Did you know that your gut and your mood mirror each other? And, if you’re prone to depression you may also be prone to constipation?
The next time you have any digestive issue take a look at your mood. How are you feeling?
Inside our gut is a tiny, little brain. Okay, it doesn’t really look like a brain, but there is a complex system of neurons (brain cells) down there, and they function like a mini brain. One that feels more than it thinks. Think of the feeling of butterflies in your stomach.
This is the Enteric Nervous System (ENS), and its primary job is digestion. To move food through the gut it uses and even manufactures many of our neurotransmitters (brain chemicals). It makes 90% of our serotonin (our “feel good” neurotransmitter) and 50% of our dopamine (our “reward” neurotransmitter) in our body. So it makes sense that we can feel mood issues in our gut.

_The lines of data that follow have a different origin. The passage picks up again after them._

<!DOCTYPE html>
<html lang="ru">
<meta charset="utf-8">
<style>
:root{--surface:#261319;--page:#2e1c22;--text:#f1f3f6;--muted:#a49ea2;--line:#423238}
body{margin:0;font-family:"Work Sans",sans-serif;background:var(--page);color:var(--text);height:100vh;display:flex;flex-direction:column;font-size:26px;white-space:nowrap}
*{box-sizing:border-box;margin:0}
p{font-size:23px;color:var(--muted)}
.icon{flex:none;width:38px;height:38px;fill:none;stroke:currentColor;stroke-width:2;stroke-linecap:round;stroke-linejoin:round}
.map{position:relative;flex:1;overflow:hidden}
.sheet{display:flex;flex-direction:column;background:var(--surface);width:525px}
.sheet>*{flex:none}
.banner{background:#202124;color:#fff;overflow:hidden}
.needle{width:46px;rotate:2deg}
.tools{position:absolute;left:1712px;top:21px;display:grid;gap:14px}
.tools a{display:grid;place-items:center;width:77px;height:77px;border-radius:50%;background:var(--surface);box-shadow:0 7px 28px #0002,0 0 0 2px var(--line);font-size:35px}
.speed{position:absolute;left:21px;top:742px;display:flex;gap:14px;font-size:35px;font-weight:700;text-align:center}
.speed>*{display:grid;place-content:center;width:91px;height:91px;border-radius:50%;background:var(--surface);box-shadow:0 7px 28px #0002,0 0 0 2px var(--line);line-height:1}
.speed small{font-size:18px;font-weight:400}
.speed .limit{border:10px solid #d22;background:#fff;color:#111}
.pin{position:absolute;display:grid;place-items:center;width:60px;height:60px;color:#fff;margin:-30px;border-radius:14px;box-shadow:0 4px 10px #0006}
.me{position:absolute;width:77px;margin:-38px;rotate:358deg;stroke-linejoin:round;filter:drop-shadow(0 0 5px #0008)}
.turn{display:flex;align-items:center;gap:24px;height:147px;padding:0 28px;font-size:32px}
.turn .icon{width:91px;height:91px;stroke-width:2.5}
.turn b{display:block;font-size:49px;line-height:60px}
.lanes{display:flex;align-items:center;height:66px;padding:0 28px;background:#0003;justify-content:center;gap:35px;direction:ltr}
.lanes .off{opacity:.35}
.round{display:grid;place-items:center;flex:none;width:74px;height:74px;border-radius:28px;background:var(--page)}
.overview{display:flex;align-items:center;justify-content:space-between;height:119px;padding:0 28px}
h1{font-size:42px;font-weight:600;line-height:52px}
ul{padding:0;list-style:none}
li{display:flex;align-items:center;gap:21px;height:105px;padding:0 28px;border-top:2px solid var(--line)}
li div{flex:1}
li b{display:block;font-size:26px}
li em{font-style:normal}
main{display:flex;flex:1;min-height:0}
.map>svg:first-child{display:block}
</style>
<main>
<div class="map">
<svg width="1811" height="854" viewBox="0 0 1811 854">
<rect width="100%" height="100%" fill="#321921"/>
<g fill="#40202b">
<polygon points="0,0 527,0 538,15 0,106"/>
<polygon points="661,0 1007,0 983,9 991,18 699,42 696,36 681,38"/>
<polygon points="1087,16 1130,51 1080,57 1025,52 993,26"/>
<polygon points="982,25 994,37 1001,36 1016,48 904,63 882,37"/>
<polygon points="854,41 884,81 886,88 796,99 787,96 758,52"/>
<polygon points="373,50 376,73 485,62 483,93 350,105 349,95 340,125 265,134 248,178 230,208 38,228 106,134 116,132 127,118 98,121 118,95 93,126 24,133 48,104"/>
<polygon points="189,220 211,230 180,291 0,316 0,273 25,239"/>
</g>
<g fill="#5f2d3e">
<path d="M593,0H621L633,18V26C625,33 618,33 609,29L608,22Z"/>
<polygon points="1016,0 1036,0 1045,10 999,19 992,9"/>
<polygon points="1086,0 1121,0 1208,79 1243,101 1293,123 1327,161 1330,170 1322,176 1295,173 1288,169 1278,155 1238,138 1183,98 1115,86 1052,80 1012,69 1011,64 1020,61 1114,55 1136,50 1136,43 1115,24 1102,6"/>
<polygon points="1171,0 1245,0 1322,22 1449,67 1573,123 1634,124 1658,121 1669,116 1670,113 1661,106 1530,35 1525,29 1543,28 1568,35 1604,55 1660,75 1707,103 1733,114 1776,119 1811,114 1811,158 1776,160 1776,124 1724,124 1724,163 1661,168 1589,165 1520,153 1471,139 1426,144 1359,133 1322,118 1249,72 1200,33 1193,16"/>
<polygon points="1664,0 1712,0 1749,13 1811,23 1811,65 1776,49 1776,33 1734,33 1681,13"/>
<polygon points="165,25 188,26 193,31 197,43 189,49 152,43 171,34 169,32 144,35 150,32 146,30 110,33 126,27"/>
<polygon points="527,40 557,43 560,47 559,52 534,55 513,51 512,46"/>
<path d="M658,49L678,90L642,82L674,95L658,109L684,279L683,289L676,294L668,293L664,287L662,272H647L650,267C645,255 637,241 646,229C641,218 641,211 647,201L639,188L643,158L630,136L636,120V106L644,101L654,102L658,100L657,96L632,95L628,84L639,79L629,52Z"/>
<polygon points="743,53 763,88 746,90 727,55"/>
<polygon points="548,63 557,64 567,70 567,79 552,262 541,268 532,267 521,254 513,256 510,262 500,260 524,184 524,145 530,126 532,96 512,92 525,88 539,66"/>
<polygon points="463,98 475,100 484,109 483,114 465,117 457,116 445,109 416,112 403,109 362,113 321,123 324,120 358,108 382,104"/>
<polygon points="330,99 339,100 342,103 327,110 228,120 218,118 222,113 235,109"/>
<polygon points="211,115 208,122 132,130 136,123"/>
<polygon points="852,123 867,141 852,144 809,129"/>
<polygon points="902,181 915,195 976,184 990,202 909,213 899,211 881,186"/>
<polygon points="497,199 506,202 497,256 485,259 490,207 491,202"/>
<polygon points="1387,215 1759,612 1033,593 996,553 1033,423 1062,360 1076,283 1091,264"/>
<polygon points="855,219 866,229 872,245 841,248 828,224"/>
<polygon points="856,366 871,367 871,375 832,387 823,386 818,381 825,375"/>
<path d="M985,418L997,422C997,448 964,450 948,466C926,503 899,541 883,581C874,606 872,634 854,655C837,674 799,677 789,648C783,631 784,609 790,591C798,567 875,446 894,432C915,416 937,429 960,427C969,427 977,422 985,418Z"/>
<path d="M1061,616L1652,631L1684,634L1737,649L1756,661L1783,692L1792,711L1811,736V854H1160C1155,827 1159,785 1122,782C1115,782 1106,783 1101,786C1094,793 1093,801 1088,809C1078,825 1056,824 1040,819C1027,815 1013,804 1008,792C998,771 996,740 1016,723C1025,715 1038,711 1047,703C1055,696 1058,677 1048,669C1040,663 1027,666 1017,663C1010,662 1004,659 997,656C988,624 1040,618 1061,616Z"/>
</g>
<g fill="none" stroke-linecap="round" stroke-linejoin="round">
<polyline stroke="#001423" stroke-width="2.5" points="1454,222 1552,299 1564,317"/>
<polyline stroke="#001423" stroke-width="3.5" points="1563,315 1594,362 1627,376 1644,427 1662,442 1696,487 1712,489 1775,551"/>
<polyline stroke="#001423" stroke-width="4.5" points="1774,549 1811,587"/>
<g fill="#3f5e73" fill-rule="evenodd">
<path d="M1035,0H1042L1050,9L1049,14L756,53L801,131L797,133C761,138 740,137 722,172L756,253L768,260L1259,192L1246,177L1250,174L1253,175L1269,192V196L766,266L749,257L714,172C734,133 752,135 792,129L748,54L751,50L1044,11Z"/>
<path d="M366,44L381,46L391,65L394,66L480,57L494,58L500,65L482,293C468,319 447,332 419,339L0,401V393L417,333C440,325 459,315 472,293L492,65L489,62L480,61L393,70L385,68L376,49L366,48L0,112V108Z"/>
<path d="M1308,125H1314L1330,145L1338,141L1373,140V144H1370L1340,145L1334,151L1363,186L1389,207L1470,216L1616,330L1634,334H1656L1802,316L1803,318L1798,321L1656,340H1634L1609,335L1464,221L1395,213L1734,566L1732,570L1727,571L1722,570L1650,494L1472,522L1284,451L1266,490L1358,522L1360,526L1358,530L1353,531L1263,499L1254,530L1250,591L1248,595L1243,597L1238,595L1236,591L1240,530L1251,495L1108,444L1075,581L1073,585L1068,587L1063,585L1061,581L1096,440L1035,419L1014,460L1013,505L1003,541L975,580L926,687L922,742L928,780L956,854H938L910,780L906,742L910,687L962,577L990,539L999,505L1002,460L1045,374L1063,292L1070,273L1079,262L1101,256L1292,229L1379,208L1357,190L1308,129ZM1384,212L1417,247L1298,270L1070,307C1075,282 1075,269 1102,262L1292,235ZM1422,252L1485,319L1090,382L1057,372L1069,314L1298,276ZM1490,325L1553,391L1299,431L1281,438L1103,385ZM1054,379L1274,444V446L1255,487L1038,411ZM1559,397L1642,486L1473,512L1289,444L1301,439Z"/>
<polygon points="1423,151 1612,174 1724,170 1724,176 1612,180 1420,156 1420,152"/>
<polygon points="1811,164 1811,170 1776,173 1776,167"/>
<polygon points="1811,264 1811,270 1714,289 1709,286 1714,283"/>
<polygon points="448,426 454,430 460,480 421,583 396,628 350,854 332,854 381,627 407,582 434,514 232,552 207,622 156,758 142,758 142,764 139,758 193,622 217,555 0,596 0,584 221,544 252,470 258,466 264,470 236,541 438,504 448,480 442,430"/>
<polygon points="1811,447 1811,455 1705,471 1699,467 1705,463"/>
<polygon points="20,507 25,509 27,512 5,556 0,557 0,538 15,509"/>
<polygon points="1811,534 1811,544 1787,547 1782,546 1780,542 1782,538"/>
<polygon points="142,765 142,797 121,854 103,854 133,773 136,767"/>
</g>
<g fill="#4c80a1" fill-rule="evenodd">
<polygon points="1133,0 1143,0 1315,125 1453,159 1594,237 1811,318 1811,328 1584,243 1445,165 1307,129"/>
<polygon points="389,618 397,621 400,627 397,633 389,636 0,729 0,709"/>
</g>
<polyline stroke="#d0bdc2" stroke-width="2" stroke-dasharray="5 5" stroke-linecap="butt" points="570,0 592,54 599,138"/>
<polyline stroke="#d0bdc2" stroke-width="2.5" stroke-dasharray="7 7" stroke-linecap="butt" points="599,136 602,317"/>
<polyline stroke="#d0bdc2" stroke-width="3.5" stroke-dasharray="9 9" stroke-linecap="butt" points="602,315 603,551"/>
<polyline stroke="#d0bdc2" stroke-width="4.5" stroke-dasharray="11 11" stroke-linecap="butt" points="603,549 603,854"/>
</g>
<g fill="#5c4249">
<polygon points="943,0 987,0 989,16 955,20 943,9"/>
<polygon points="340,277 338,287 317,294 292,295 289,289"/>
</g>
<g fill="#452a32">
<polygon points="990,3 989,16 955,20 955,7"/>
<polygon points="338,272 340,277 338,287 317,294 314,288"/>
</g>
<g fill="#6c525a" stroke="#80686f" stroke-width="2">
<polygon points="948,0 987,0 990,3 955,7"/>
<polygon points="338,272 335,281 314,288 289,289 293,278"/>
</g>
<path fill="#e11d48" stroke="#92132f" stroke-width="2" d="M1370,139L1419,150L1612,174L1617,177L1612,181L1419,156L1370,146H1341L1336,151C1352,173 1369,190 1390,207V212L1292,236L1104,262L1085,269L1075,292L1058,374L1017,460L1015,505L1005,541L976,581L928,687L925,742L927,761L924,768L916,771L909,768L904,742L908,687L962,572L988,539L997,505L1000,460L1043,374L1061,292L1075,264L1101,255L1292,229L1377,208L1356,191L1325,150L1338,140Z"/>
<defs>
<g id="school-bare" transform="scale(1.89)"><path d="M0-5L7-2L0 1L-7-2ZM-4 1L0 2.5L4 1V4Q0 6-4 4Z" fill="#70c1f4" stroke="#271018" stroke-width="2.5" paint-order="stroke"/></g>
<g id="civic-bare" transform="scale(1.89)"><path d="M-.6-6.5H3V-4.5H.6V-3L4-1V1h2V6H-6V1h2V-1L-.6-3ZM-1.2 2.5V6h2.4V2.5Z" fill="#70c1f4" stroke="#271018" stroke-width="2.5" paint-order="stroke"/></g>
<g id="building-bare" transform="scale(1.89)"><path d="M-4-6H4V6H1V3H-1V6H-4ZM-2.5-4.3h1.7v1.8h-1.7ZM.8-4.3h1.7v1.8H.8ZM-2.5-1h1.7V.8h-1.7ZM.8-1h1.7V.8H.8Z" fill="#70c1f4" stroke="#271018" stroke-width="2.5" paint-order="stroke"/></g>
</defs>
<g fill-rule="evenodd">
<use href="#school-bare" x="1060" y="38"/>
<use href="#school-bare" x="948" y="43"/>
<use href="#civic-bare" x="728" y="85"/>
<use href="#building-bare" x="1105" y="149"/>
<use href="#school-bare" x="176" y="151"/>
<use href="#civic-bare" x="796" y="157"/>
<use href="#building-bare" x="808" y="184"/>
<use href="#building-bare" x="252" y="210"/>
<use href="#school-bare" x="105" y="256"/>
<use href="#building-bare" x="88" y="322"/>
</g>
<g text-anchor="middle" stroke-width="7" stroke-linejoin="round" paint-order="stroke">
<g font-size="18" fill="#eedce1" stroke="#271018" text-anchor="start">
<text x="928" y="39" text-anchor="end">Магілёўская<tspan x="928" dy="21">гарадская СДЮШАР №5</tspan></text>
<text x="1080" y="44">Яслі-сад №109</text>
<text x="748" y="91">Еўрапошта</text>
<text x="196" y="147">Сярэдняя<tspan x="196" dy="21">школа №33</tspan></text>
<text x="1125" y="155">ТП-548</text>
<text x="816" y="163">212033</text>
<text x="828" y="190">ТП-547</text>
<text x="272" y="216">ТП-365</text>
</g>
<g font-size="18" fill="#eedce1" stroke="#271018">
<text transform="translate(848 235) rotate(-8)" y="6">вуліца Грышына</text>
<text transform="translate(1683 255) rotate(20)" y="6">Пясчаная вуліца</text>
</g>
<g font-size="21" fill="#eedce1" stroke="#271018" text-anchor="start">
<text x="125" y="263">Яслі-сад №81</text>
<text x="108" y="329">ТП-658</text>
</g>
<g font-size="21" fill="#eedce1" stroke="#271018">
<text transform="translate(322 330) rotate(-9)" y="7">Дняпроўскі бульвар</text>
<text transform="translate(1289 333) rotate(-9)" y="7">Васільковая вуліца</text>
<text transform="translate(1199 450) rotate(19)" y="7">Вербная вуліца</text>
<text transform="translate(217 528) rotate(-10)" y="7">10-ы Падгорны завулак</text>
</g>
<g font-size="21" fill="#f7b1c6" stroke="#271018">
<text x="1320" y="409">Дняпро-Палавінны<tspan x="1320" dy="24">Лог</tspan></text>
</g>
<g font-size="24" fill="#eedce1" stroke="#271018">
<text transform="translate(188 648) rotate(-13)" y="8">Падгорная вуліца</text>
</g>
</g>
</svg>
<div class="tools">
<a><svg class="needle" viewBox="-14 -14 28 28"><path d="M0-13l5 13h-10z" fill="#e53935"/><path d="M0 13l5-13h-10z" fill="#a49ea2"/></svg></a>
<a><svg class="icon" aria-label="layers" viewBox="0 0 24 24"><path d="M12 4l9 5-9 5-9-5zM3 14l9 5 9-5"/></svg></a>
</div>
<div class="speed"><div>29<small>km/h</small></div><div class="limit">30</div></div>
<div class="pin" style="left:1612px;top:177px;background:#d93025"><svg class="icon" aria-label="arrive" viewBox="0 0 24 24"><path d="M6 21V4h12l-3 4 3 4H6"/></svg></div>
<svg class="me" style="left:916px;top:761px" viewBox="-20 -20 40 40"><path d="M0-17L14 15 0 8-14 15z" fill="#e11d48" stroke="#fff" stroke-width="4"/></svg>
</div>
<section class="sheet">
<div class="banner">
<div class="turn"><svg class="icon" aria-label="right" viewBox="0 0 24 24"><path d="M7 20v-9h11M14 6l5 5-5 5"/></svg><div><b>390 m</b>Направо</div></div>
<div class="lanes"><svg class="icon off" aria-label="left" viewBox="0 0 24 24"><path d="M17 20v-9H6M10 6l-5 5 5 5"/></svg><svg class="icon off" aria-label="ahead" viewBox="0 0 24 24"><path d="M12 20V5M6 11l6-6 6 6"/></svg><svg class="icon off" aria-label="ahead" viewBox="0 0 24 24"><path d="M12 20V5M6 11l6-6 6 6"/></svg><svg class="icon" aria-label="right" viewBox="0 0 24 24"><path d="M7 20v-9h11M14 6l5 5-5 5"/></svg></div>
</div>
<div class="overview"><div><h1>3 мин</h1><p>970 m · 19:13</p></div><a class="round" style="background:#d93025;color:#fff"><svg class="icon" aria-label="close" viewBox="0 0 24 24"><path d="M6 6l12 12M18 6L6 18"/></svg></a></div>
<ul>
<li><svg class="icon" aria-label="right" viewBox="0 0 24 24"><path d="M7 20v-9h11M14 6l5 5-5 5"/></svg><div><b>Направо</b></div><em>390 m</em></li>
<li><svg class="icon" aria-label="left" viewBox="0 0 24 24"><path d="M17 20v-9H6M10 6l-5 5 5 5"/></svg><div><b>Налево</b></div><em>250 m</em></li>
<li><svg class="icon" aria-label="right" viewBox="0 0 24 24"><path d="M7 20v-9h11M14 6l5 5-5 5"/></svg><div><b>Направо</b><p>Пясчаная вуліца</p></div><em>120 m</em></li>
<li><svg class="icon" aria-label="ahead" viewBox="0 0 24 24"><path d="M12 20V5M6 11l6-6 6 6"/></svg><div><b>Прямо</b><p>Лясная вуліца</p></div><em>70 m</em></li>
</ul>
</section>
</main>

And, it’s looking like the bacteria living in our gut, our inner ecosystem, stimulates the production of these neurotransmitters. The balance our gut bacteria (may) = the balance of our neurotransmitter production.
The ENS is actually pretty self-sustaining. It doesn’t really listen to our big brain, it has it’s own job to do (mostly digestion). But our brain needs a lot of information and possibly/probably neurotransmitters from the ENS. It’s looking more and more like our brain isn’t really in charge of everything, it just like to pretend it’s in charge.
When our neurotransmitters are out of balance in our brain OR in our gut we may feel symptoms; like:
Low levels of serotonin/dopamine = depression and constipation
High levels of serotonin/dopamine = anxiety and diarrhea
So, it would make sense if something helped balance one symptom, it would balance the other…right?
Well, we can’t say for sure…yet. But things are looking promising. Some studies have found a correlation between taking a probiotic supplement and lower levels of anxiety in about 2 weeks. And anti-depressant medications are known to stimulate digestive issues like diarrhea by increasing the level of neurotransmitters around our neurons.
As well, people diagnosed with Irritable Bowel Syndrome (IBS), a condition with a variety of flip-flopping digestive issues, have a high rate of also having a diagnosis of anxiety and/or depression.
They do seem connected, so the next question is…what can we do about it?
The most logical answer, while we wait for some extra definitive research, is to support our gut and thereby possibly our mood with our diet. It’s possible that if we feed our gut bacteria its favourite diet, it will thank us with some great neurotransmitter production (including GABA, an anti-anxiety neurotransmitter blocker…it’s all about balance).
I must stress that diet doesn’t replace counselling or other forms of important mental health support. We need to treat our lovely brains as kindly as we treat the rest of our body by seeing good practitioner(s) trained in mental health issues. I would love it if counselling was as normalized as seeing the dentist….hopefully one day J
How to get your gut bacteria into balance with diet:
1. Feed your gut with a good probiotic supplement and fermented foods (like unpasteurized saurkraut or kim chi). The probiotic seeds your gut, and the fermented foods feed the good guys and help to create a happy environment for your good bacteria.
2. Eat more plant-based foods – your gut bacteria loves to munch on the fibres from plant-based foods, like veggies. The American Gut project has found a direct correlation between a diet high in a variety of plant-based foods and a very healthy and diverse gut bacteria population. Eat your veggies!
3. Do some gut healing – our gut walls can sometimes be damaged or inflamed, and this can wreak havoc on our gut bacteria. Add gut healing foods like homemade bone stock, aloe vera juice, or L-glutamine into your day to keep your intestinal walls healed and healthy.